Exclude all pictures, then write out exactly the lines below from the first one through the line with "39px,416px 240px,363px 368px,323px".
Data for analysis START
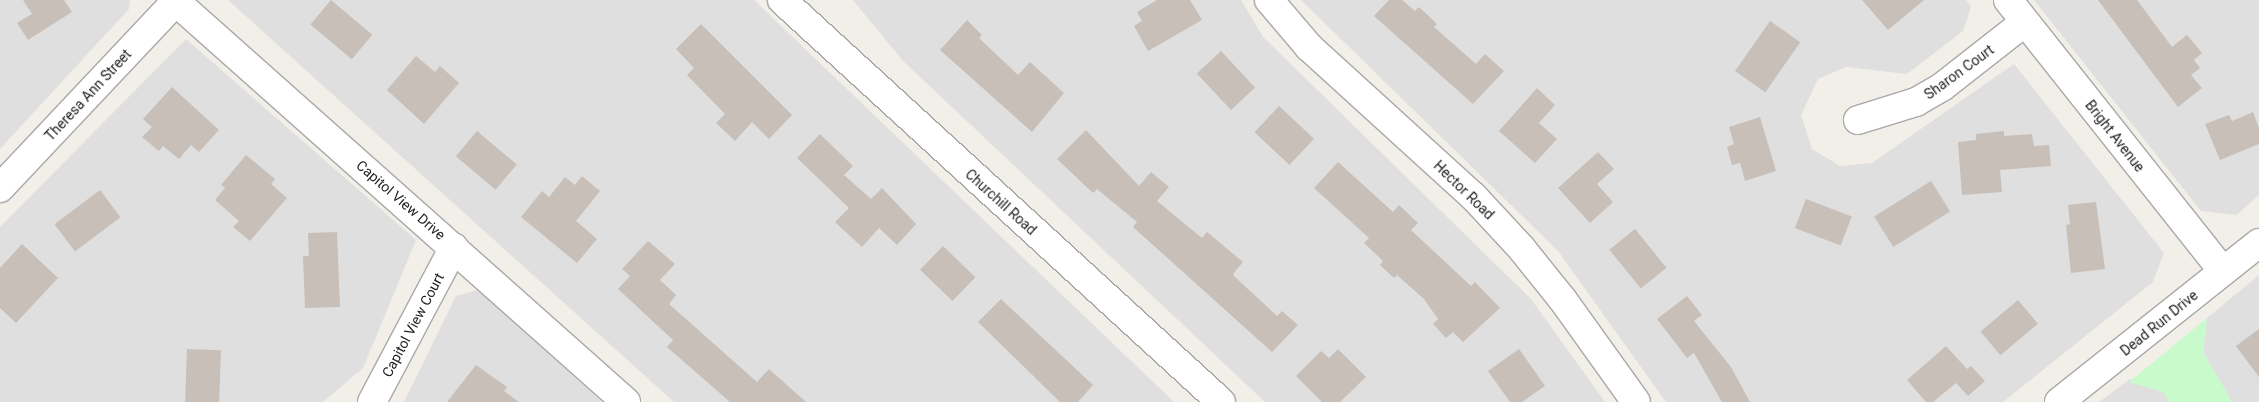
<!DOCTYPE html>
<html>
<head>
<meta charset="utf-8">
<style>
  body { margin:0 }
  #map { position:relative; width:2259px; height:402px; overflow:hidden; background:#f2efe9; font-family:Roboto,sans-serif }
  div>[style] { position:absolute }
  .residential>* { inset:0; background:#e0dfdf }
  .park>* { inset:0; background:#c8facc }
  .building>* { inset:0; background:#c7bfb8; transform-origin:0 0 }
  .roads { filter:drop-shadow(1px 0 #a9a9a9) drop-shadow(-1px 0 #a9a9a9) drop-shadow(0 1px #a9a9a9) drop-shadow(0 -1px #a9a9a9) }
  .minor>* { height:28px; margin:-14px; padding:0 14px; transform-origin:14px; border-radius:14px; background:#fff }
  span { translate:-50% -50%; white-space:nowrap; text-align:center; line-height:1.15; -webkit-text-stroke:5px #fff; paint-order:stroke }
  .street-label { font-size:14px; color:#222 }
</style>
</head>
<body>
<div id="map">
  <div class="residential">
    <div style="clip-path:polygon(0 0,130px 0,129px 9px,0 149px)"></div>
    <div style="clip-path:polygon(228px 0,754px 0,1174px 402px,674px 402px)"></div>
    <div style="clip-path:polygon(853px 0,1241px 0,1263px 37px,1531px 299px,1605px 402px,1265px 402px,903px 61px)"></div>
    <div style="clip-path:polygon(1301px 0,1966px 0,1971px 7px,1963px 31px,1907px 74px,1846px 67px,1818px 79px,1801px 115px,1812px 149px,1840px 166px,1872px 163px,2014px 64px,2164px 253px,2153px 282px,2003px 402px,1666px 402px,1558px 251px)"></div>
    <div style="clip-path:polygon(2034px 0,2259px 0,2259px 195px,2237px 215px,2201px 211px)"></div>
    <div style="clip-path:polygon(186px 39px,416px 240px,363px 368px,323px 402px,0 402px,0 227px)"></div>
    <div style="clip-path:polygon(2259px 275px,2259px 402px,2232px 402px,2203px 352px,2207px 318px)"></div>
    <div style="clip-path:polygon(478px 290px,602px 402px,404px 402px,456px 296px)"></div>
    <div style="clip-path:polygon(2130px 379px,2164px 389px,2171px 402px,2099px 402px)"></div>
  </div>
  <div class="park">
    <div style="clip-path:polygon(2207px 318px,2203px 352px,2232px 402px,2169px 402px,2163px 392px,2129px 382px)"></div>
  </div>
  <div class="building">
    <div style="clip-path:polygon(23px 0,64px 0,72px 12px,28px 40px,17px 23px,32px 14px)"></div>
    <div style="left:331px;top:0;width:54px;height:32px;rotate:40deg"></div>
    <div style="clip-path:polygon(1157px 0,1190px 0,1202px 20px,1148px 51px,1134px 26px,1142px 21px,1137px 12px)"></div>
    <div style="clip-path:polygon(1389px 0,1402px 0,1415px 11px,1419px 7px,1437px 24px,1434px 27px,1476px 64px,1485px 54px,1504px 71px,1473px 104px,1374px 16px)"></div>
    <div style="clip-path:polygon(1862px 0,1924px 0,1888px 30px)"></div>
    <div style="clip-path:polygon(2098px 0,2137px 0,2172px 47px,2187px 35px,2202px 53px,2194px 60px,2200px 68px,2191px 75px,2202px 88px,2178px 107px)"></div>
    <div style="clip-path:polygon(967px 20px,982px 35px,979px 38px,1018px 75px,1030px 62px,1064px 93px,1032px 132px,940px 50px)"></div>
    <div style="left:1770px;top:21px;width:37px;height:61px;rotate:35deg"></div>
    <div style="clip-path:polygon(701px 24px,792px 115px,769px 139px,752px 122px,735px 141px,716px 123px,725px 114px,687px 75px,694px 68px,676px 49px)"></div>
    <div style="left:1221px;top:51px;width:50px;height:33px;rotate:47deg"></div>
    <div style="clip-path:polygon(416px 56px,435px 72px,440px 66px,459px 83px,424px 124px,387px 90px)"></div>
    <div style="clip-path:polygon(172px 87px,219px 130px,199px 152px,191px 145px,179px 159px,163px 146px,159px 151px,142px 137px,152px 127px,143px 119px)"></div>
    <div style="clip-path:polygon(1537px 88px,1555px 105px,1539px 123px,1557px 139px,1535px 163px,1499px 131px)"></div>
    <div style="left:1279px;top:106px;width:48px;height:36px;rotate:43deg"></div>
    <div style="clip-path:polygon(2253px 112px,2259px 128px,2259px 144px,2220px 160px,2205px 124px,2229px 115px,2232px 121px)"></div>
    <div style="clip-path:polygon(1760px 117px,1776px 171px,1745px 181px,1740px 163px,1732px 165px,1727px 147px,1734px 144px,1729px 127px)"></div>
    <div style="clip-path:polygon(1086px 130px,1139px 186px,1151px 172px,1169px 187px,1157px 201px,1202px 238px,1207px 232px,1243px 262px,1233px 274px,1235px 277px,1277px 316px,1282px 311px,1298px 325px,1272px 352px,1133px 227px,1137px 222px,1097px 189px,1093px 193px,1057px 159px)"></div>
    <div style="left:477px;top:131px;width:52px;height:33px;rotate:40deg"></div>
    <div style="clip-path:polygon(2004px 131px,2004px 136px,2032px 134px,2034px 146px,2049px 145px,2051px 166px,2000px 170px,2002px 192px,1962px 195px,1958px 142px,1976px 140px,1976px 134px)"></div>
    <div style="clip-path:polygon(820px 134px,853px 166px,844px 175px,871px 199px,882px 188px,916px 224px,897px 245px,879px 228px,862px 247px,835px 222px,849px 208px,797px 158px)"></div>
    <div style="clip-path:polygon(1598px 152px,1614px 169px,1597px 184px,1613px 202px,1590px 223px,1558px 188px)"></div>
    <div style="clip-path:polygon(246px 155px,275px 179px,271px 184px,287px 198px,250px 241px,233px 227px,239px 221px,215px 200px,225px 188px,221px 185px)"></div>
    <div style="clip-path:polygon(1338px 162px,1393px 212px,1399px 205px,1418px 223px,1411px 230px,1471px 286px,1475px 282px,1500px 308px,1463px 342px,1453px 332px,1446px 338px,1433px 324px,1438px 319px,1424px 299px,1397px 275px,1394px 278px,1380px 265px,1383px 261px,1364px 243px,1369px 238px,1314px 188px)"></div>
    <div style="clip-path:polygon(582px 176px,600px 191px,576px 221px,597px 239px,577px 263px,521px 217px,542px 191px,549px 197px,565px 177px,575px 185px)"></div>
    <div style="left:1931px;top:181px;width:36px;height:67px;rotate:58deg"></div>
    <div style="left:100px;top:190px;width:34px;height:57px;rotate:53deg"></div>
    <div style="left:1806px;top:199px;width:49px;height:31px;rotate:21deg"></div>
    <div style="clip-path:polygon(2096px 202px,2105px 269px,2071px 273px,2066px 225px,2070px 224px,2068px 205px)"></div>
    <div style="left:1635px;top:229px;width:50px;height:33px;rotate:51deg"></div>
    <div style="clip-path:polygon(337px 232px,340px 307px,305px 308px,303px 256px,309px 256px,308px 233px)"></div>
    <div style="clip-path:polygon(648px 241px,675px 264px,660px 280px,676px 295px,669px 304px,757px 382px,769px 369px,806px 402px,730px 402px,667px 347px,673px 340px,618px 289px,630px 276px,622px 269px)"></div>
    <div style="clip-path:polygon(22px 244px,58px 278px,16px 323px,0 308px,0 268px)"></div>
    <div style="left:943px;top:246px;width:45px;height:33px;rotate:44deg"></div>
    <div style="clip-path:polygon(1687px 296px,1702px 315px,1694px 321px,1731px 367px,1750px 402px,1722px 402px,1694px 353px,1687px 358px,1657px 319px)"></div>
    <div style="clip-path:polygon(1001px 299px,1093px 385px,1078px 402px,1060px 402px,978px 322px)"></div>
    <div style="left:2018px;top:300px;width:31px;height:49px;rotate:50deg"></div>
    <div style="clip-path:polygon(2259px 329px,2259px 377px,2236px 346px)"></div>
    <div style="clip-path:polygon(1946px 346px,1967px 369px,1971px 366px,1985px 381px,1968px 396px,1956px 383px,1933px 402px,1926px 402px,1907px 380px)"></div>
    <div style="left:187px;top:349px;width:34px;height:53px;rotate:2deg"></div>
    <div style="clip-path:polygon(1338px 349px,1366px 377px,1340px 402px,1322px 402px,1296px 376px,1321px 351px,1329px 358px)"></div>
    <div style="clip-path:polygon(1519px 349px,1545px 386px,1522px 402px,1510px 402px,1488px 371px)"></div>
    <div style="clip-path:polygon(476px 365px,507px 387px,504px 391px,519px 402px,447px 402px)"></div>
  </div>
  <div class="roads">
    <div class="minor">
      <div style="left:174px;top:0;width:605px;rotate:41.65deg"></div>
      <div style="left:782px;top:0;width:595px;rotate:42.48deg"></div>
      <div style="left:1269px;top:0;width:62px;rotate:49.6deg"></div>
      <div style="left:1309px;top:47px;width:222px;rotate:42.3deg"></div>
      <div style="left:1473px;top:196px;width:72px;rotate:47.2deg"></div>
      <div style="left:1522px;top:249px;width:65px;rotate:51.2deg"></div>
      <div style="left:1563px;top:300px;width:125px;rotate:54.4deg"></div>
      <div style="left:2008px;top:0;width:346px;rotate:51.6deg"></div>
      <div style="left:1858px;top:120px;width:61px;rotate:-17.2deg"></div>
      <div style="left:1916px;top:102px;width:30px;rotate:-30deg"></div>
      <div style="left:1942px;top:87px;width:105px;rotate:-38.1deg"></div>
      <div style="left:0;top:188px;width:257px;rotate:-46.7deg"></div>
      <div style="left:372px;top:402px;width:175px;rotate:-62.1deg"></div>
      <div style="left:2059px;top:402px;width:256px;rotate:-38.5deg"></div>
    </div>
  </div>
  <div class="street-label">
    <span style="left:1959px;top:72px;rotate:-36deg">Sharon Court</span>
    <span style="left:88px;top:95px;rotate:-47deg">Theresa Ann Street</span>
    <span style="left:2115px;top:136px;rotate:52deg">Bright Avenue</span>
    <span style="left:1464px;top:190px;rotate:44deg">Hector Road</span>
    <span style="left:401px;top:200px;rotate:41deg">Capitol View Drive</span>
    <span style="left:1001px;top:202px;rotate:42deg">Churchill Road</span>
    <span style="left:2159px;top:323px;rotate:-39deg">Dead Run Drive</span>
    <span style="left:413px;top:325px;rotate:-62deg">Capitol View Court</span>
  </div>
</div>
</body>
</html>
Data for analysis END
▶ _Task output_
<!DOCTYPE html>
<html>
<head>
<meta charset="utf-8">
<style>
  body { margin:0 }
  #map { position:relative; width:2259px; height:402px; overflow:hidden; background:#f2efe9; font-family:Roboto,sans-serif }
  div>[style] { position:absolute }
  .residential>* { inset:0; background:#e0dfdf }
  .park>* { inset:0; background:#c8facc }
  .building>* { inset:0; background:#c7bfb8; transform-origin:0 0 }
  .roads { filter:drop-shadow(1px 0 #a9a9a9) drop-shadow(-1px 0 #a9a9a9) drop-shadow(0 1px #a9a9a9) drop-shadow(0 -1px #a9a9a9) }
  .minor>* { height:28px; margin:-14px; padding:0 14px; transform-origin:14px; border-radius:14px; background:#fff }
  span { translate:-50% -50%; white-space:nowrap; text-align:center; line-height:1.15; -webkit-text-stroke:5px #fff; paint-order:stroke }
  .street-label { font-size:14px; color:#222 }
</style>
</head>
<body>
<div id="map">
  <div class="residential">
    <div style="clip-path:polygon(0 0,130px 0,129px 9px,0 149px)"></div>
    <div style="clip-path:polygon(228px 0,754px 0,1174px 402px,674px 402px)"></div>
    <div style="clip-path:polygon(853px 0,1241px 0,1263px 37px,1531px 299px,1605px 402px,1265px 402px,903px 61px)"></div>
    <div style="clip-path:polygon(1301px 0,1966px 0,1971px 7px,1963px 31px,1907px 74px,1846px 67px,1818px 79px,1801px 115px,1812px 149px,1840px 166px,1872px 163px,2014px 64px,2164px 253px,2153px 282px,2003px 402px,1666px 402px,1558px 251px)"></div>
    <div style="clip-path:polygon(2034px 0,2259px 0,2259px 195px,2237px 215px,2201px 211px)"></div>
    <div style="clip-path:polygon(186px 39px,416px 240px,363px 368px,323px 402px,0 402px,0 227px)"></div>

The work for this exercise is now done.